Cheyenne, which will be operational next year, is the latest example of growing demand for supercomputing power among weather forecasting and climate research centers, which continue to push to find ways to more quickly and accurately project weather events and gain insights into a rapidly changing global climate. Both SGI and rival Cray have won numerous contracts from weather research facilities for supercomputers over the past several years.
For example, SGI in 2014 announced that NASA's Center for Climate Simulation was buying 1.9 petaflops of Intel-based Rackable clusters to augment the facility's Discover supercomputer. For its part, Cray over the past two years has agreed to supply supercomputing power to such facilities as the National Oceanic and Atmospheric Administration (NOAA), Australian Bureau of Meteorology, Swiss National Supercomputing Centre and MeteoSwiss
, and Finnish Meteorological Institute for weather and climate research.
"Improving and expanding weather and climate forecasting activities is a challenging proposition, requiring investment in fundamental scientific research, development of more scalable numerical models, and enhanced supercomputer resources upon which those models can run," Philip Brown, earth sciences segment leader at Cray, wrote in a post on the company blog
in September 2015. "But the benefits are clear: In addition to the expansion of scientific knowledge, investment in weather and climate forecasting provides important socio-economic returns."
For NCAR, SGI's ICE XA will aid researchers in their work in better understanding the Earth's atmosphere and geospace systems. Scientists at the center are working to determine how regions will be impacted by rising sea levels and changing storm patterns, precipitation and temperature, and the supercomputer also will help them better predict climate patterns over the next 10 years or more, according to NCAR officials.
In addition, the system will enable researchers to offer improved predictions around severe atmospheric events, such as hour-by-hour risks from thunderstorms.

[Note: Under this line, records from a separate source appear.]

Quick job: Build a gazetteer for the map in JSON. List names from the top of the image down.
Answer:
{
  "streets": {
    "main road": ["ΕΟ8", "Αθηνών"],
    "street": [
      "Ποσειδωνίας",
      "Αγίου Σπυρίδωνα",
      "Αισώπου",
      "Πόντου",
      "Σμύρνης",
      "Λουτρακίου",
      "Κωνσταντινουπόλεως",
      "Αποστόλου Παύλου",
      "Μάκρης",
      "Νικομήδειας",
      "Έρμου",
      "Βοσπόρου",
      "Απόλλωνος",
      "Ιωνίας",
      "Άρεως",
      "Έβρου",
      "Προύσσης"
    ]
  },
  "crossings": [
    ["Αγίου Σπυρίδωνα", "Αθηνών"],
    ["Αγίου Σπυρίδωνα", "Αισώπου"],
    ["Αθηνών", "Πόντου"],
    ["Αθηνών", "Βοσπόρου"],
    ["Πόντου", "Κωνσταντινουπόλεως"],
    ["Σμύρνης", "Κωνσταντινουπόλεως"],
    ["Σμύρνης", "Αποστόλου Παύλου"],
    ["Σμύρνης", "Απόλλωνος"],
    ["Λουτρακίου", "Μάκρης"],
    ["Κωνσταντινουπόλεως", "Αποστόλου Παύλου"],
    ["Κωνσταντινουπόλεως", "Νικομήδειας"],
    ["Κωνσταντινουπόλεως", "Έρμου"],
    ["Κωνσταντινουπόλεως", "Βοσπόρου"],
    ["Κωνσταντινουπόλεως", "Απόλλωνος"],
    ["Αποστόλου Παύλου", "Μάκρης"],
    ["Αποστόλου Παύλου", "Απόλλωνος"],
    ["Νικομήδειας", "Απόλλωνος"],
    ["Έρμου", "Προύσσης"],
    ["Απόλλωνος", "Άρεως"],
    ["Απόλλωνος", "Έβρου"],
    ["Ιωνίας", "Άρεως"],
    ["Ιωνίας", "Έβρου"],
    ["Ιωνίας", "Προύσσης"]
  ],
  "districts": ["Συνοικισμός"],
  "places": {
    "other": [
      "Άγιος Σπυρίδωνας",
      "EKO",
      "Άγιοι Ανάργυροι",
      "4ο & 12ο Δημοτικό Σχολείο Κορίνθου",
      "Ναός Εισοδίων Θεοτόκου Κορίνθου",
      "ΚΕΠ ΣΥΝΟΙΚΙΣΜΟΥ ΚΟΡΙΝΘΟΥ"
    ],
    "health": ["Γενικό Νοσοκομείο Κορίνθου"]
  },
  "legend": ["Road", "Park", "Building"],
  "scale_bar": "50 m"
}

Cheyenne will run highly complex, data-intensive calculations that can be used by governments, businesses and local communities for preparation for atmospheric and weather events. The system will be able to process 5.34 petaflops (quadrillion calculations per second), and will include more than 7,000 next-generation Xeon server processors from Intel in a modular design that will include SGI's E-cell warm water cooling technology. Other features include an enhanced hypercube interconnect based on Mellanox Technologies' EDR InfiniBand and 20 petabytes of storage from Data Direct Networks.
The supercomputer will run SGI's HPC (High-Performance Computing) Software, which includes Performance Suite for parallel application processing and Management Suite for auto-configurability and power, health and remote system management.
SGI officials pitch the ICE XA systems as well-suited for weather and climate research
, given its flexible configurability, system software stack, performance and power efficiency. All of that's important to an industry that is craving more compute power to improve forecasts and research.
In his blog post, Cray's Brown wrote that researchers want to increase the number of input sources and improve the methods for assimilating data, enhance the resolution of forecast models, bring new physics and chemistry into models, introduce interactions with parts of the Earth system (such as solar radiation and ocean surface), and run many models with similar initial conditions and physics in parallel. They also want to run a greater variety of simulations.
"One common thread with all of these is that they significantly increase the amount of computational effort required to complete a forecast," he wrote. "For example, if the resolution of a forecast is doubled, computational intensity may increase by almost 6x. Because a forecast is only useful if it's delivered within a fixed time window, a higher-resolution forecast must be run across a larger set of resources, challenging the scalability of forecast models.
"Given the clear value of higher-accuracy and more diverse weather and climate forecasts, and the return on investment weather centers around the world are able to demonstrate to their funding agencies and users, I expect the investment in improving and expanding forecasting capabilities to continue over the coming years."